Yahoo is the most popular portal site on the Internet, with 50m visitors a month. In simple terms, it is a massive directory of Web sites, akin to a global telephone directory – only this one is considerably larger. Analysts say the buy out of Broadcast.com will enable Yahoo to beef up its text-only services to include audio and video.
Critics say its content has been looking more humdrum compared with what some other sites are offering, and that it has trailed others in offering more varied media. Tim Koogle, chairman of Yahoo, said: “Broadcast.com’s tremendous first-to-market advantage has made it the leading destination on the Web for audio and video broadcasts, and it will provide significant added value to Yahoo’s audience worldwide.”
Yahoo is offering 0.7722 shares of its own stock for one share of Broadcast.com’s stock. Broadcast.com lost $14m on sales of $22m last year.
Smart move
“It will be a pretty neat deal from Yahoo’s perspective,” said Lanny Banker of Salomon Smith Barney. “They are seeking other platforms to distribute content and Broadcast.com is a really tight fit in terms of content, audience and technology.”
Some Internet users cannot easily access the “streaming video” offered on sites like Broadcast.com. To do so, they need broadband or high-speed Internet service. But the number of users who have broadband Internet access is growing fast and makes up a market which analysts say cannot be ignored for long.

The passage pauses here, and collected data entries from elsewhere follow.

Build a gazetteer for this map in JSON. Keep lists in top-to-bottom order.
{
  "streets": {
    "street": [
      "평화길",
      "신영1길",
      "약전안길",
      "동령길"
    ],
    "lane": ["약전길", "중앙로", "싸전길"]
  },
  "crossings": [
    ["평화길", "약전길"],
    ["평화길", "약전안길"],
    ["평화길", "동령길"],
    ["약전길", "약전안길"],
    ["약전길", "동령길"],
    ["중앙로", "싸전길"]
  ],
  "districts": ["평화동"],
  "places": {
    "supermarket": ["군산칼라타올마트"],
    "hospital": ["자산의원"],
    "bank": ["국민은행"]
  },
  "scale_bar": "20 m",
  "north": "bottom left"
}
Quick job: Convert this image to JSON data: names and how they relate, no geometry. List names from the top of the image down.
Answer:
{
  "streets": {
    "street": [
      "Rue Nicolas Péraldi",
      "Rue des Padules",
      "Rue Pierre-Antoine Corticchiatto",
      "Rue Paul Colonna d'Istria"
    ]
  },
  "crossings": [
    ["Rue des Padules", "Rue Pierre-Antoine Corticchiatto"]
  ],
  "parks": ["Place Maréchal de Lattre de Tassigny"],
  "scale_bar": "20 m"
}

Broadcast.com is based in Dallas. An improved use of media is seen as an important way ahead for the Internet. AtHome, which delivers the broadband Internet service enabling consumers to view video online, earlier this year agreed to buy Excite in a deal which will mean more multi-media services on the Internet.
Other Yahoo rivals include Lycos, subject of another takeover bid, and Snap.com, the portal jointly owned by CNET and General Electric, parent company of network television company NBC.
Changing ads
NBC is aggressively gearing up for the growing demand for media enhanced services. Snap recently overhauled its Internet portal to feature video and interactive features. Many advertisers are also seeking ways to place interactive and video promotions on the Internet, which they believe will be vastly more effective than the plain “banner ads” widely used.
As Internet stock prices have soared, acquistions using stock have become easier and more attractive. With its current value approaching $40bn, Yahoo is among the most highly capitalised Internet stocks on the market. Two months ago it bought Geocities, a service that allows people to run home pages online, for $3.7bn. Yahoo shares jumped 11 3/8 to 179 3/4 and Broadcast.com surged 11 13/16 to 130 on the news.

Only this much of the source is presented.